A Shepherd Slays A Giant
Ayat Bacaan:
1 Samuel 16:6-7, 10-12; 17:45-50
Ringkasan Khotbah:
Firman Tuhan bercerita tentang Daud yang diurapi Allah. Nabi Samuel diminta Allah untuk datang ke rumah Isai karena salah satu dari anaknya adalah orang yang dipilih Tuhan. Dari anak pertama sampai anak ketujuh, Allah tidak memilih mereka sebab Allah tidak melihat manusia dari penampilan luar tetapi dari hati mereka. Kita begitu mudah menilai orang lain dari luarnya, menganggap rendah orang lain dari apa yang dipakai, apa yang dia lakukan, dll. kita tidak suka dibeda-bedakan dengan orang lain, ironisnya, kita terlalu suka membeda-bedakan orang lain.
Tuhan melihat dan menilai manusia dari hati. Tuhan lebih tertarik pada kemurnian hati, daripada kecakapan jasmani. Kemudian, saat Daud berhadapan dengan Goliat, Goliat pun memandang rendah Daud yang kecil itu. Namun, Daud tahu bahwa pertarungannya dengan Goliat bukan tentang dirinya, tapi tentang Tuhan. Meskipun dia dipandang rendah, Daud tidak minder, karena dia tahu nilai dirinya adalah Tuhan itu sendiri.
Pertanyaan Diskusi:
1. Berapa sering kita menilai orang lain dari luar (penampilan, prestasi)? Apakah kita sombong terhadap orang yang lebih rendah dari kita, atau apakah kita minder terhadap orang yang lebih tinggi dari kita? Tips Respons (Ambillah waktu untuk merenungkan dalam hal apa kita cenderung untuk menilai dan melihat orang lain dari luar?)
2. Bagaimana nilai Injil membuatmu berhenti terhadap sikap hati suka menilai orang?

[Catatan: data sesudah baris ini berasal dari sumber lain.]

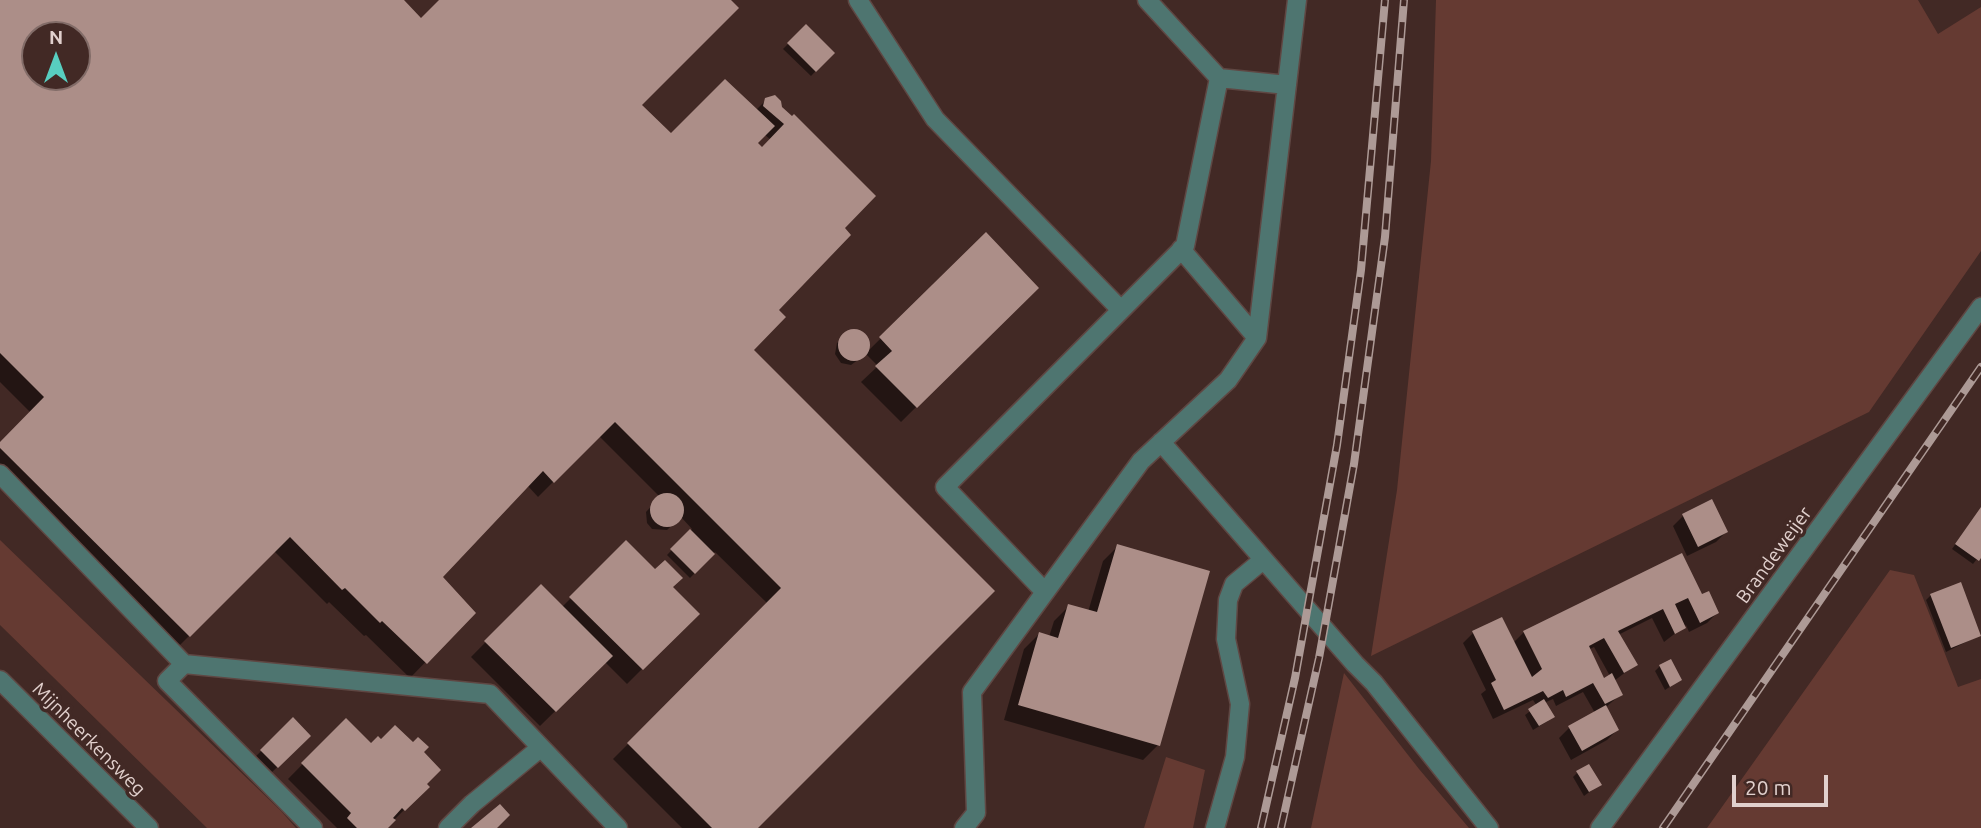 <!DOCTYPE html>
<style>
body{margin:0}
#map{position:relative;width:1981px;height:828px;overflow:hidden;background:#422925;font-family:Ubuntu,sans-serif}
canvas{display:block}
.north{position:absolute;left:21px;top:21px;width:70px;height:70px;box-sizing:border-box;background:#422925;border:2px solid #826c68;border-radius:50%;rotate:0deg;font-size:19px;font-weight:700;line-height:28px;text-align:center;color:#e1d0cd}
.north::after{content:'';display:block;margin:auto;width:24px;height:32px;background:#58cec0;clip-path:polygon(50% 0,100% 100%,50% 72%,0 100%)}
.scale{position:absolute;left:1732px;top:775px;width:96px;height:32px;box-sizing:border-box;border:4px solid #e1d0cd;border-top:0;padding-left:9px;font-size:21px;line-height:24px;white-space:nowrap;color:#e1d0cd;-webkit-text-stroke:5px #422925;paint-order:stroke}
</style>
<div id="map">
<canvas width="1981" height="828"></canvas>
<div class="north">N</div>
<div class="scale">20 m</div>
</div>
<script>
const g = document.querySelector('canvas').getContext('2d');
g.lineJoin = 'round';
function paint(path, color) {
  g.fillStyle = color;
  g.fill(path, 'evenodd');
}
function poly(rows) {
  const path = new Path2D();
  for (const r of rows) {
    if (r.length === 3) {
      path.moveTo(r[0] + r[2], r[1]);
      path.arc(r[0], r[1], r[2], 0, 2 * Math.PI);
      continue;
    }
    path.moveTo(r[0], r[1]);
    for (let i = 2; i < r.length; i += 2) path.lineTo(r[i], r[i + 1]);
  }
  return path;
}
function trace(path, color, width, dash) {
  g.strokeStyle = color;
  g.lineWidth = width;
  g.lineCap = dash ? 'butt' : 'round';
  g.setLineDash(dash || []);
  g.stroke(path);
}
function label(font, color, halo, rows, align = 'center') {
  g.font = font + ' Ubuntu,sans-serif';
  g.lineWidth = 7;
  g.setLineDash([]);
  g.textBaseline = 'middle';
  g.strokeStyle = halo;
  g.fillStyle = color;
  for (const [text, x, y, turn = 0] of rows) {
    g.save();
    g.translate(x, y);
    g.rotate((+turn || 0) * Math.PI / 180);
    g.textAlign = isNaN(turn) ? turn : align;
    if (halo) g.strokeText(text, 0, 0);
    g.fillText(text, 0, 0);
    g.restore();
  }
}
const green = poly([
 [1436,0,1918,0,1938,34,1981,7,1981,251,1869,412,1371,656,1397,490,1431,161],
 [0,540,281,811,296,828,207,828,0,625],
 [1890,570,1914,575,1958,687,1981,679,1981,828,1707,828],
 [1344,673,1419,769,1469,828,1311,828],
 [1166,757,1205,770,1193,828,1144,828]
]);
const shadow = poly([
 [0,0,401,0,421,20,441,0,728,0,640,105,671,136,756,110,766,100,780,108,843,228,776,310,751,350,993,591,756,828,682,828,613,759,768,604,715,552,690,578,667,555,692,529,681,517,667,530,652,529,647,523,646,512,660,497,599,436,538,497,527,485,441,577,473,613,410,678,366,635,364,636,329,602,327,604,274,551,174,651,0,478,0,444,31,413,0,382],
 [35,35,77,35,77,77,35,77],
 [764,134,771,140,762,149,755,143],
 [806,26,833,53,811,76,783,49],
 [986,234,1036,288,901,422,861,382,878,366,866,354,851,365,841,363,835,354,837,343,853,331,865,335,869,344,866,353],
 [1711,501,1726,532,1716,542,1687,556,1673,526,1683,516],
 [1981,508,1981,554,1973,564,1952,549],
 [626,543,697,614,627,684,605,662,540,726,471,657,541,586,562,607],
 [1118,546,1158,745,1143,760,1004,720,1024,649,1039,634,1049,637,1054,621,1069,606,1088,612,1103,561],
 [1682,555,1702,596,1717,613,1707,623,1689,632,1686,625,1664,642,1652,618,1618,635,1635,665,1614,681,1621,694,1605,708,1617,730,1607,740,1571,760,1559,738,1569,728,1595,713,1583,692,1556,706,1553,699,1544,703,1548,721,1533,730,1525,715,1537,706,1533,700,1493,719,1481,694,1486,690,1463,643,1473,633,1513,643,1524,632],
 [1594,647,1610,676,1603,680,1588,650],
 [1931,595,1980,635,1946,652,1926,600],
 [1660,666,1680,680,1665,690,1655,671],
 [293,720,309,736,267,777,251,761],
 [346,720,371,746,381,741,421,752,424,784,427,787,386,828,337,828,288,779],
 [1577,773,1600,784,1584,796,1573,777]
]);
const building = poly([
 [0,0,404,0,421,18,439,0,731,0,739,8,642,105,671,133,725,79,775,126,758,143,762,147,784,124,763,106,765,98,775,95,781,101,782,107,792,116,794,114,876,196,845,228,851,235,779,310,786,317,754,350,995,591,758,828,712,828,627,743,781,588,615,422,554,483,543,471,443,577,476,613,427,664,382,621,380,623,345,588,342,590,290,537,190,637,0,448,0,442,44,397,0,353],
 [35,35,77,35,77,77,35,77],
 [806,24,835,53,816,72,787,43],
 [986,232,1039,288,917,408,875,366,892,351,879,337],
 [854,345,16],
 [667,510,17],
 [1712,499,1728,532,1698,547,1682,514],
 [1981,507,1981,558,1979,561,1955,544],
 [690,529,715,554,695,574,670,549],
 [626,540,655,569,665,560,683,578,673,587,700,614,643,670,569,597],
 [1117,544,1210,571,1160,746,1018,705,1039,632,1058,638,1068,604,1097,612],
 [1682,553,1702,594,1709,591,1719,613,1700,623,1688,598,1675,604,1686,628,1675,634,1663,609,1618,631,1638,665,1624,673,1604,638,1589,646,1604,678,1612,673,1623,695,1605,704,1593,683,1566,697,1563,690,1548,698,1543,691,1504,710,1491,683,1496,680,1472,631,1502,617,1532,677,1542,669,1523,631],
 [1961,582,1981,636,1951,648,1930,594],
 [541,584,613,656,556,712,484,641],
 [1671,659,1682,680,1670,687,1659,665],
 [1544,699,1555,717,1539,726,1528,709],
 [1606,705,1619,730,1582,751,1568,726],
 [293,717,311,736,278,768,260,750],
 [346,718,371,743,378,736,381,739,395,725,413,742,418,737,429,747,424,752,441,770,427,784,430,787,405,811,402,808,393,818,396,820,388,828,357,828,347,818,351,813,301,763],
 [1589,764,1602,785,1589,792,1576,771],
 [500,804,510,815,497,828,471,828]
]);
const minor = poly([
 [858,0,935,119,1121,310],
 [1147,0,1219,78,1287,85],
 [1181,249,1257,338],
 [1161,442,1355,664,1374,683,1489,828],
 [0,474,184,664,490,694,618,828],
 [1045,592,945,487,1185,246,1219,78],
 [184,664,167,681,313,828],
 [0,680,149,828],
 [448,828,472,804,539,749],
 [964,828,976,813,972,692,1141,461,1228,380,1257,338,1297,0],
 [1215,828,1235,757,1240,704,1226,639,1228,600,1234,584,1263,560],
 [1600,828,1981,307]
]);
const rail = poly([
 [1261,828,1295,678,1337,445,1361,270,1385,0],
 [1281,828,1319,658,1354,464,1385,237,1404,0],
 [1663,828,1981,367]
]);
const streetNames = [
 ["Brandeweijer",1774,555,-54],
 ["Mijnheerkensweg",89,739,45]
];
paint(green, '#653a32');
paint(shadow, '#0007');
paint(building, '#ac8e88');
trace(minor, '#5f4743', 21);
trace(minor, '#4e7570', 18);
trace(rail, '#ad9a96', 8);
trace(rail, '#422925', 5, [16]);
label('19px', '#e1d0cd', '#422925', streetNames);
</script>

Tips Respons (Injil menolong kita untuk tidak tinggi hati dan di saat bersamaan kita juga tidak rendah diri. Karya Kristus nilai diri kita sesungguhnya)
Christ Connection:
Daud adalah orang yang dipilih Allah. Tetapi Daud juga adalah manusia yang gagal. Daud menyalahgunakan kekuasaannya dan menganggap rendah Uria. Dia meletakkan Uria paling depan dalam peperangan agar ia bisa mendapatkan Betsyeba. Tapi kita punya Daud yang sejati yaitu Kristus Sang Gembala kita. Kristus mengalami hinaan, Dia direndahkan, bahkan dihindari orang (Yes 53:2-3). Agar kita yang hina dan buruk ini menerima nilai kebenaran-Nya. Tuhan mengasihi kita bukan karena kita bernilai, justru kita bernilai karena kita dikasihi Tuhan.